Microsoft Closing up the operating system API

In the "growth" days of Microsoft, before it was the corporate giant it is today, Microsoft where very keen to get anyone and everyone using their software. One way in which they did this was by providing robust and well supported API's opening up the operating systems to developers and allowing easy extension of existing controls.

Over the last 5 years, Microsoft have been peice by peice clawing back the control of their operating system by slowly and subversively closing off UI accessiblity. This is not an idle claim, review the following examples:
  • Desktop Window Manager (Closed / Private API for all but TRIVIAL operations)
  • Windows Presentation Foundation (Closed / Private API unless you use / buy their .NET development products. See DirectUIHWND control which is replacing many controls in Windows 7).
  • Digital Rights Management (See IP6, Windows Media Player etc)
Now, of course, Microsoft want to still keep customers but at the same time ensure that the customer requires a continuing spend with their organisation. What has changed is they no longer want to keep customers by "giving them a bargin / open development platform". Not happy with the simple continuing spend of O/S upgrades and new technology they want to lock third parties out of certain areas of the operating system (leading to a monopoly control within their own solution with minority access given to the wider development community).

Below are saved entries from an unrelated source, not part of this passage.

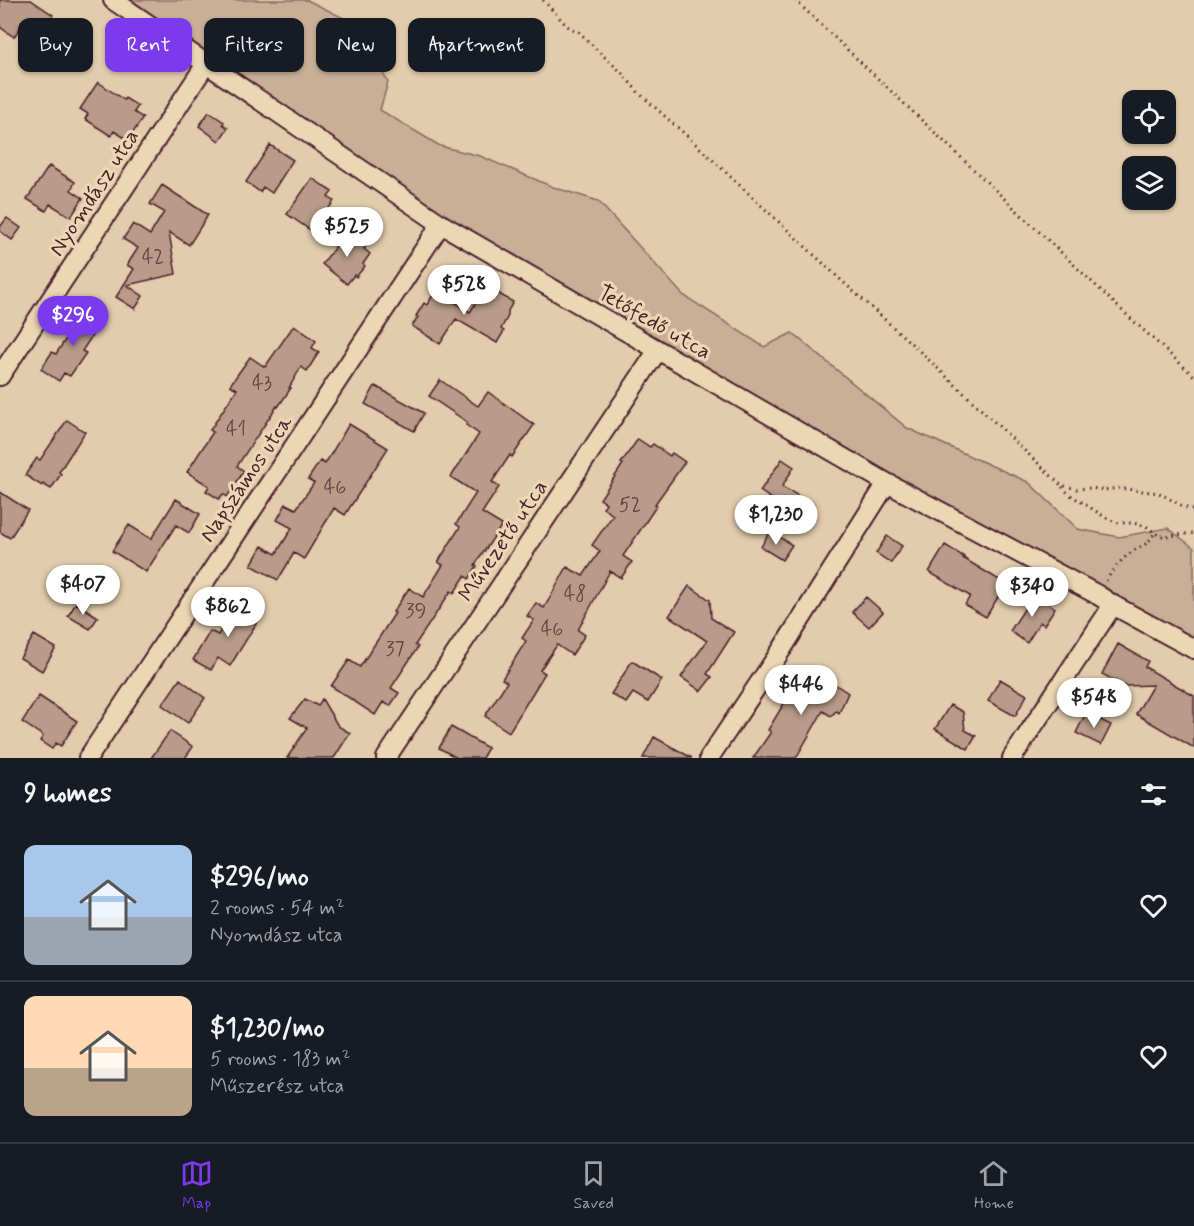 <!DOCTYPE html>
<meta charset="utf-8">
<style>
:root{--surface:#171b24;--page:#20242c;--text:#f1f3f6;--muted:#9ea1a6;--line:#363941;--accent:#7c3aed}
body{margin:0;font-family:Mynerve,sans-serif;background:var(--page);color:var(--text);height:100vh;display:flex;flex-direction:column;font-size:22px;white-space:nowrap}
*{box-sizing:border-box;margin:0}
p{font-size:20px;color:var(--muted)}
.icon{flex:none;width:33px;height:33px;fill:none;stroke:currentColor;stroke-width:2;stroke-linecap:round;stroke-linejoin:round}
.map{position:relative;height:758px;overflow:hidden}
.details{display:flex;flex-direction:column;background:var(--surface);flex:1}
.details>*{flex:none}
.hud{position:absolute;left:18px;top:18px;width:600px;height:54px;display:flex;gap:12px}
.buttons{position:absolute;left:1122px;top:90px;display:grid;gap:12px}
.buttons a{display:grid;place-items:center;width:54px;height:54px;border-radius:12px;background:var(--surface);box-shadow:0 2px 4px #0004;font-size:30px}
.price{position:absolute;translate:-50% -51px;padding:0 14px;border-radius:21px;background:#fff;color:#222;font-size:20px;line-height:39px;filter:drop-shadow(0 2px 3px #0008)}
.price::after{content:'';position:absolute;left:50%;top:36px;width:18px;height:14px;margin-left:-9px;background:inherit;clip-path:polygon(0 0,100% 0,50% 100%)}
.price.selected{background:var(--accent);color:#fff}
ul{padding:0;list-style:none}
li{display:flex;align-items:center;gap:18px;height:150px;padding:0 24px}
li+li{border-top:2px solid var(--line)}
li span{display:grid;place-items:center;flex:none;width:168px;height:120px;border-radius:12px;color:#555}
li>.icon{margin-inline-start:auto}
span .icon{width:72px;height:72px;fill:#fffc;stroke-width:1}
li b{font-size:26px}
h2{display:flex;justify-content:space-between;align-items:center;height:72px;padding:0 24px;font-size:26px}
.chip{padding:0 21px;border-radius:12px;background:var(--surface);box-shadow:0 2px 4px #0004;font-size:21px;line-height:54px}
.chip.selected{background:var(--accent);color:#fff}
.tabs{display:flex;justify-content:space-around;align-items:center;height:84px;border-top:2px solid var(--line);background:var(--surface);font-size:16px;color:var(--muted)}
.tabs a{display:grid;justify-items:center;gap:3px}
.tabs .selected{color:var(--accent)}
.map>svg:first-child{display:block}
.grass{fill:#c9af97;stroke:#8a6761;stroke-width:1.5}
.building{fill:#b89b88;stroke:#4a1f2b;stroke-width:1.5}
.lines{fill:none;stroke-linecap:round;stroke-linejoin:round}
.minor-casing{stroke:#4a1f2b;stroke-width:22}
.path{stroke:#4a1f2b;stroke-width:3;stroke-dasharray:1.5 4.5;stroke-linecap:butt}
.minor{stroke:#ecd7b5;stroke-width:18}
.labels{text-anchor:middle;stroke-width:6;stroke-linejoin:round;paint-order:stroke}
.number-label{font-size:20px;fill:#663e42}
.street-label{font-size:22px;fill:#4a1f2b;stroke:#ecd7b5}
</style>
<div class="map">
<svg width="1194" height="758" viewBox="0 0 1194 758">
<rect width="100%" height="100%" fill="#e2ccad"/>
<filter id="ink" filterUnits="userSpaceOnUse"><feTurbulence type="fractalNoise" baseFrequency=".0167" numOctaves="2"/><feDisplacementMap in="SourceGraphic" scale="12" xChannelSelector="R" yChannelSelector="G"/><feConvolveMatrix kernelMatrix="1 2 1 2 8 2 1 2 1" color-interpolation-filters="sRGB"/></filter>
<g filter="url(#ink)">
<!-- grass -->
<path class="grass" d="M 113,0 L 307,0 L 354,23 L 388,82 L 380,110 L 440,146 L 480,156 L 553,187 L 598,201 L 683,295 L 764,347 L 792,333 L 907,428 L 1028,482 L 1078,529 L 1119,537 L 1168,528 L 1194,548 L 1194,649 L 441,224 Z"/>
<!-- building -->
<path class="building" d="M 0,0 L 31,0 L 53,15 L 42,31 L 25,20 L 14,37 L 0,27 Z
M 98,82 L 124,100 L 125,98 L 138,106 L 134,112 L 143,118 L 128,140 L 114,131 L 111,136 L 85,119 L 88,114 L 80,109 Z
M 209,112 L 224,122 L 223,124 L 228,128 L 219,141 L 199,126 Z
M 270,145 L 293,160 L 272,193 L 263,187 L 260,192 L 246,182 Z
M 49,166 L 75,182 L 71,190 L 83,198 L 71,217 L 50,204 L 46,211 L 27,199 Z
M 312,178 L 332,192 L 328,197 L 334,201 L 327,211 L 330,213 L 322,225 L 319,223 L 313,232 L 287,214 Z
M 162,185 L 208,215 L 189,245 L 169,232 L 176,274 L 127,285 L 143,296 L 135,309 L 116,297 L 134,269 L 127,265 L 138,248 L 123,239 L 133,224 L 150,235 L 164,212 L 150,204 Z
M 7,218 L 21,228 L 12,240 L 0,231 L 0,227 Z
M 348,230 L 367,245 L 364,249 L 370,254 L 363,264 L 365,266 L 356,277 L 354,275 L 347,284 L 322,264 Z
M 489,288 L 513,302 L 508,311 L 508,316 L 501,329 L 504,331 L 497,343 L 456,319 L 440,344 L 412,326 L 418,317 L 416,316 L 424,303 L 427,305 L 433,295 L 439,299 L 442,294 L 470,312 L 481,295 L 484,297 Z
M 86,308 L 103,319 L 82,351 L 86,353 L 70,376 L 64,373 L 59,381 L 41,369 L 52,352 L 56,354 Z
M 294,325 L 316,341 L 312,348 L 319,352 L 307,371 L 301,367 L 289,388 L 291,388 L 278,407 L 277,406 L 237,466 L 244,471 L 227,497 L 223,494 L 219,499 L 206,491 L 209,486 L 187,472 L 213,432 L 210,430 L 237,389 L 230,385 L 250,357 L 265,367 Z
M 440,380 L 478,406 L 488,392 L 534,425 L 512,457 L 510,455 L 492,482 L 499,487 L 482,513 L 502,525 L 475,565 L 477,566 L 469,579 L 465,576 L 454,593 L 451,591 L 415,645 L 418,647 L 391,688 L 399,693 L 390,706 L 383,702 L 375,715 L 331,686 L 349,660 L 360,667 L 395,613 L 393,612 L 409,588 L 423,597 L 443,565 L 438,562 L 460,527 L 456,524 L 476,493 L 451,477 L 479,434 L 466,425 L 467,422 L 429,396 Z
M 375,386 L 424,413 L 414,431 L 365,404 Z
M 67,420 L 85,432 L 59,472 L 61,474 L 51,489 L 43,484 L 42,486 L 25,475 L 37,458 L 40,460 Z
M 349,424 L 388,448 L 345,515 L 334,508 L 304,559 L 294,553 L 278,580 L 251,565 L 262,546 L 276,554 L 292,528 L 277,520 L 286,504 L 296,509 L 314,483 L 308,479 L 320,461 L 325,464 Z
M 638,439 L 650,447 L 653,444 L 670,456 L 672,453 L 685,462 L 655,504 L 657,505 L 623,556 L 632,562 L 621,578 L 610,571 L 578,630 L 585,635 L 572,655 L 557,645 L 540,670 L 545,673 L 509,732 L 485,716 L 507,682 L 502,679 L 526,641 L 522,638 L 534,620 L 527,616 L 536,603 L 544,608 L 567,567 L 583,576 L 600,551 L 592,545 L 613,515 L 603,508 L 606,503 L 600,499 L 623,464 L 621,463 Z
M 782,459 L 794,467 L 782,487 L 814,504 L 804,521 L 760,491 Z
M 0,492 L 28,510 L 10,538 L 0,532 Z
M 176,499 L 200,514 L 189,533 L 176,525 L 146,572 L 112,551 L 129,525 L 151,539 Z
M 770,531 L 792,545 L 782,560 L 761,547 Z
M 887,536 L 902,546 L 891,563 L 876,553 Z
M 945,545 L 964,557 L 963,558 L 1006,584 L 986,617 L 965,605 L 970,596 L 929,572 Z
M 689,586 L 710,600 L 711,618 L 734,632 L 707,674 L 712,677 L 701,691 L 681,677 L 707,641 L 669,616 Z
M 1034,594 L 1055,608 L 1044,625 L 1040,622 L 1027,643 L 1010,631 Z
M 866,597 L 883,612 L 869,627 L 852,612 Z
M 237,602 L 261,616 L 230,666 L 218,658 L 211,670 L 193,660 L 210,631 L 218,635 Z
M 76,603 L 98,617 L 90,629 L 68,616 Z
M 34,635 L 56,648 L 42,671 L 20,658 Z
M 1118,644 L 1148,661 L 1145,667 L 1194,696 L 1194,748 L 1136,714 L 1153,685 L 1125,686 L 1102,674 Z
M 632,661 L 662,680 L 648,702 L 633,693 L 626,703 L 611,694 Z
M 814,670 L 848,693 L 839,713 L 836,711 L 831,716 L 823,711 L 796,758 L 753,758 L 771,732 L 768,730 L 789,695 L 782,691 L 789,679 L 802,687 Z
M 180,679 L 205,698 L 188,723 L 162,705 Z
M 1000,679 L 1027,695 L 1015,716 L 988,701 Z
M 39,696 L 77,721 L 61,746 L 56,743 L 52,749 L 40,741 L 43,736 L 22,722 Z
M 305,699 L 318,706 L 322,699 L 338,726 L 350,733 L 334,758 L 287,758 L 307,728 L 290,718 Z
M 950,705 L 963,712 L 965,730 L 976,736 L 968,749 L 935,729 Z
M 1086,713 L 1111,725 L 1101,745 L 1076,733 Z
M 451,727 L 488,748 L 482,758 L 457,758 L 439,748 Z
M 170,731 L 193,747 L 185,758 L 151,758 Z
M 654,737 L 692,758 L 643,758 Z"/>
<g class="lines">
<defs>
<path id="minor" d="M 113,0 L 441,224 L 887,483 L 1098,595 L 1113,605 L 1194,649
M 0,376 L 206,64
M 88,758 L 441,224
M 386,758 L 658,350
M 709,758 L 782,649 L 887,483
M 1012,758 L 1113,605"/>
</defs>
<!-- minor casing -->
<use href="#minor" class="minor-casing"/>
<!-- path -->
<path class="path" d="M 543,0 L 567,26 L 579,32 L 598,51 L 621,72 L 639,93 L 686,135 L 843,282 L 912,344 L 1061,485 L 1077,489 L 1091,488 L 1104,490 L 1118,488 L 1159,493 L 1190,510 L 1194,510
M 795,0 L 1129,317 L 1194,376
M 1062,487 L 1069,494 L 1108,519 L 1119,523 L 1133,523 L 1146,526 L 1158,535 L 1167,537 L 1176,535 L 1194,533
M 1106,581 C 1112,571 1120,561 1129,554 C 1142,544 1146,548 1155,532"/>
<!-- minor -->
<use href="#minor" class="minor"/>
</g>
</g>
<g class="labels">
<!-- number labels -->
<g class="number-label">
<text x="153" y="263">42</text>
<text x="262" y="389">43</text>
<text x="236" y="435">41</text>
<text x="335" y="493">46</text>
<text x="630" y="511">52</text>
<text x="575" y="600">48</text>
<text x="416" y="617">39</text>
<text x="552" y="635">46</text>
<text x="395" y="655">37</text>
</g>
<!-- street labels -->
<g class="street-label">
<text transform="translate(93 192) rotate(-57)" y="8">Nyomdász utca</text>
<text transform="translate(655 321) rotate(30)" y="8">Tetőfedő utca</text>
<text transform="translate(245 478) rotate(-56)" y="8">Napszámos utca</text>
<text transform="translate(502 540) rotate(-56)" y="8">Művezető utca</text>
</g>
</g>
</svg>
<div class="buttons">
<a><svg class="icon" aria-label="locate" viewBox="0 0 24 24"><circle cx="12" cy="12" r="6"/><path d="M12 2v4M12 18v4M2 12h4M18 12h4"/></svg></a>
<a><svg class="icon" aria-label="layers" viewBox="0 0 24 24"><path d="M12 4l9 5-9 5-9-5zM3 14l9 5 9-5"/></svg></a>
</div>
<b class="price" style="left:347px;top:258px">$525</b>
<b class="price" style="left:464px;top:316px">$528</b>
<b class="price selected" style="left:73px;top:347px">$296</b>
<b class="price" style="left:776px;top:546px">$1,230</b>
<b class="price" style="left:83px;top:616px">$407</b>
<b class="price" style="left:1032px;top:618px">$340</b>
<b class="price" style="left:228px;top:638px">$862</b>
<b class="price" style="left:801px;top:716px">$446</b>
<b class="price" style="left:1094px;top:729px">$548</b>
<div class="hud">
<a class="chip">Buy</a>
<a class="chip selected">Rent</a>
<a class="chip">Filters</a>
<a class="chip">New</a>
<a class="chip">Apartment</a>
</div>
</div>
<section class="details">
<h2>9 homes<svg class="icon" aria-label="filters" viewBox="0 0 24 24"><path d="M4 7h16M4 17h16"/><circle cx="9" cy="7" r="2"/><circle cx="15" cy="17" r="2"/></svg></h2>
<ul>
<li><span style="background:linear-gradient(#a9c7e8 60%,#9aa5b1 0)"><svg class="icon" aria-label="home" viewBox="0 0 24 24"><path d="M3 11l9-7 9 7M6 9v11h12V9"/></svg></span><div><b>$296/mo</b><p>2 rooms · 54 m²</p><p>Nyomdász utca</p></div><svg class="icon" aria-label="heart" viewBox="0 0 24 24"><path d="M12 20l-8-8c-3-5 5-10 8-4 3-6 11-1 8 4z"/></svg></li>
<li><span style="background:linear-gradient(#ffd9b3 60%,#b9a48a 0)"><svg class="icon" aria-label="home" viewBox="0 0 24 24"><path d="M3 11l9-7 9 7M6 9v11h12V9"/></svg></span><div><b>$1,230/mo</b><p>5 rooms · 183 m²</p><p>Műszerész utca</p></div><svg class="icon" aria-label="heart" viewBox="0 0 24 24"><path d="M12 20l-8-8c-3-5 5-10 8-4 3-6 11-1 8 4z"/></svg></li>
</ul>
</section>
<nav class="tabs">
<a class="selected"><svg class="icon" aria-label="map" viewBox="0 0 24 24"><path d="M3 6l6-2 6 2 6-2v14l-6 2-6-2-6 2zM9 4v14M15 6v14"/></svg>Map</a>
<a><svg class="icon" aria-label="saved" viewBox="0 0 24 24"><path d="M7 4h10v16l-5-4-5 4z"/></svg>Saved</a>
<a><svg class="icon" aria-label="home" viewBox="0 0 24 24"><path d="M3 11l9-7 9 7M6 9v11h12V9"/></svg>Home</a>
</nav>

What they are seeking to do, is to tie customers to their product and force customers to use them, and them alone (though this is possibly the goal of most all big business sadly).

Abode I'm sure are partly to blame for this change in behavior. Adobe proved with Flash how a third party could "tie up" a market sector and "force" businesses to pay for their particular solution. The have done this repeatedly, PDF format being another "lock in" technology. Microsoft have tried to "reclaim" this sector with their "Silverlight" like for like solution but its just changing which company your locked into.

Whilst I appriciate all business needs to earn revenue to survive, business which feels it must "shackle" their customers to their solution is at best anti-competitive. Microsoft used to operate based on "incentive", that is, buy in to our solution we offer the best most flexible / simple (best?) solution. They used to do this well.

However, their direction right now is all about tying up the customer. A customer forced to stick to a provider due to artificialy concocted "reasons" (with an engineered technical reason) is not getting the best for their investment (since they no longer have the "power" of choice being locked to a single solution for reasons other than, superior service or reduced costs).

SHAME ON YOU MICROSOFT.

If you really do care about your customers, you will do the following:
  1. Provide FULL documented low level API access to WPF and DWM.
  2. Find OTHER alternative ways to protect your revenue streams. Ones which are based on serving the customer.
Finally don't just do this for the functions you have earmarked as "low profit" or "last generation". Expose and document the whole API (even if its only a one liner on a blog). Sure, you might mark some functions as not being supported yet or as volatile as sensible.

I susspect noone is listening.

I bought into Microsoft as was, I dislike the direction. Google sometimes seem to be inching in similar directions but so far they seem to have tempered this practice and kept it to an acceptable minimum.